China’s highly anticipated Two Sessions begins next week in Beijing, with policymakers expected to maintain the 2024 GDP growth target at “around 5%,” according to ING analysts. Premier Li Qiang’s government work report on March 5 will outline key economic strategies for the year, with a strong focus on boosting domestic demand amid global uncertainties.
China has historically prioritized meeting growth targets, missing them significantly only twice since 1990. ING expects fiscal and monetary policies to align with this goal, suggesting stronger stimulus measures if needed. Analysts predict a shift from a “prudent” to a “moderately loose” monetary policy, marking the first major stance change since 2011. This could lead to a 30-basis-point rate cut and a 100bp reduction in the reserve requirement ratio (RRR), potentially starting in March.
With external trade slowing due to rising protectionism, domestic demand is set to take center stage. Trade-in policies and equipment renewal subsidies may be introduced to drive consumption and investment. Despite speculation, ING does not anticipate a yuan devaluation to counter U.S. tariffs.

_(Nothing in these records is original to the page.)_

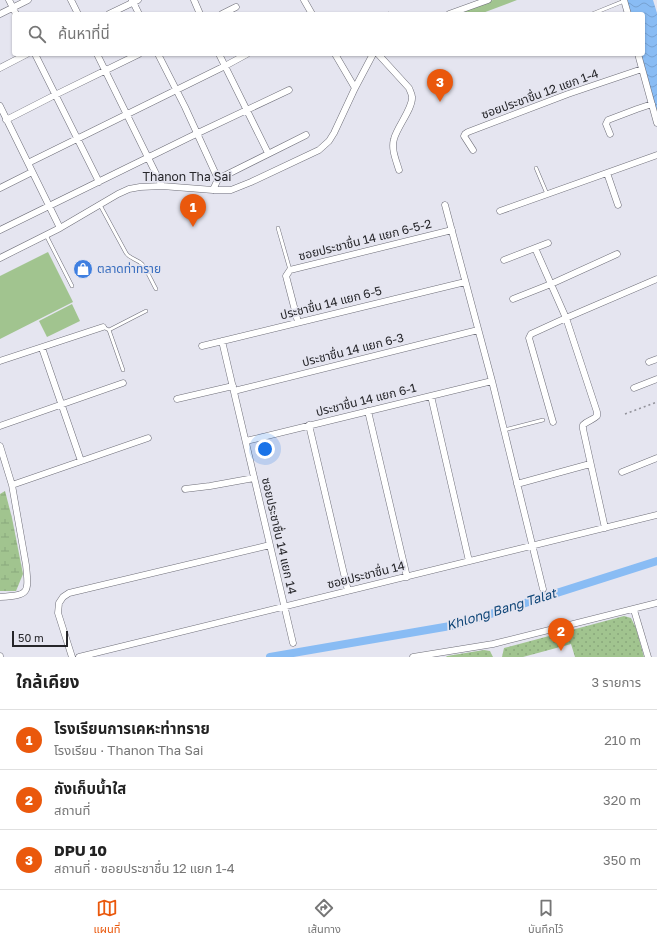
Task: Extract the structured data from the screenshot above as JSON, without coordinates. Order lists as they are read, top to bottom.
{
  "streets": {
    "street": [
      "ซอยประชาชื่น 12 แยก 1-4",
      "Thanon Tha Sai",
      "ซอยประชาชื่น 14 แยก 6-5-2",
      "ประชาชื่น 14 แยก 6-5",
      "ประชาชื่น 14 แยก 6-3",
      "ประชาชื่น 14 แยก 6-1",
      "ซอยประชาชื่น 14 แยก 14",
      "ซอยประชาชื่น 14"
    ]
  },
  "crossings": [
    ["ซอยประชาชื่น 14 แยก 6-5-2", "ประชาชื่น 14 แยก 6-5"],
    ["ประชาชื่น 14 แยก 6-5", "ซอยประชาชื่น 14 แยก 14"],
    ["ประชาชื่น 14 แยก 6-3", "ซอยประชาชื่น 14 แยก 14"],
    ["ประชาชื่น 14 แยก 6-1", "ซอยประชาชื่น 14 แยก 14"],
    ["ซอยประชาชื่น 14 แยก 14", "ซอยประชาชื่น 14"]
  ],
  "water": ["Khlong Bang Talat"],
  "places": {
    "shop": ["ตลาดท่าทราย"]
  },
  "scale_bar": "50 m",
  "page": {
    "search": "ค้นหาที่นี่",
    "pins": ["3", "1", "2"],
    "scale": "50 m",
    "heading": ["ใกล้เคียง", "3 รายการ"],
    "list": [
      {
        "mark": "1",
        "name": "โรงเรียนการเคหะท่าทราย",
        "note": "โรงเรียน · Thanon Tha Sai",
        "value": "210 m"
      },
      {
        "mark": "2",
        "name": "ถังเก็บน้ำใส",
        "note": "สถานที่",
        "value": "320 m"
      },
      {
        "mark": "3",
        "name": "DPU 10",
        "note": "สถานที่ · ซอยประชาชื่น 12 แยก 1-4",
        "value": "350 m"
      }
    ],
    "nav": ["แผนที่", "เส้นทาง", "บันทึกไว้"]
  }
}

Instead, policymakers are expected to maintain stability, keeping the USDCNY exchange rate between 7.00 and 7.40 throughout the year.
As China navigates economic challenges, its policy direction will be closely watched by global markets. The upcoming Two Sessions will provide crucial insights into how the world’s second-largest economy plans to sustain growth and tackle shifting economic dynamics.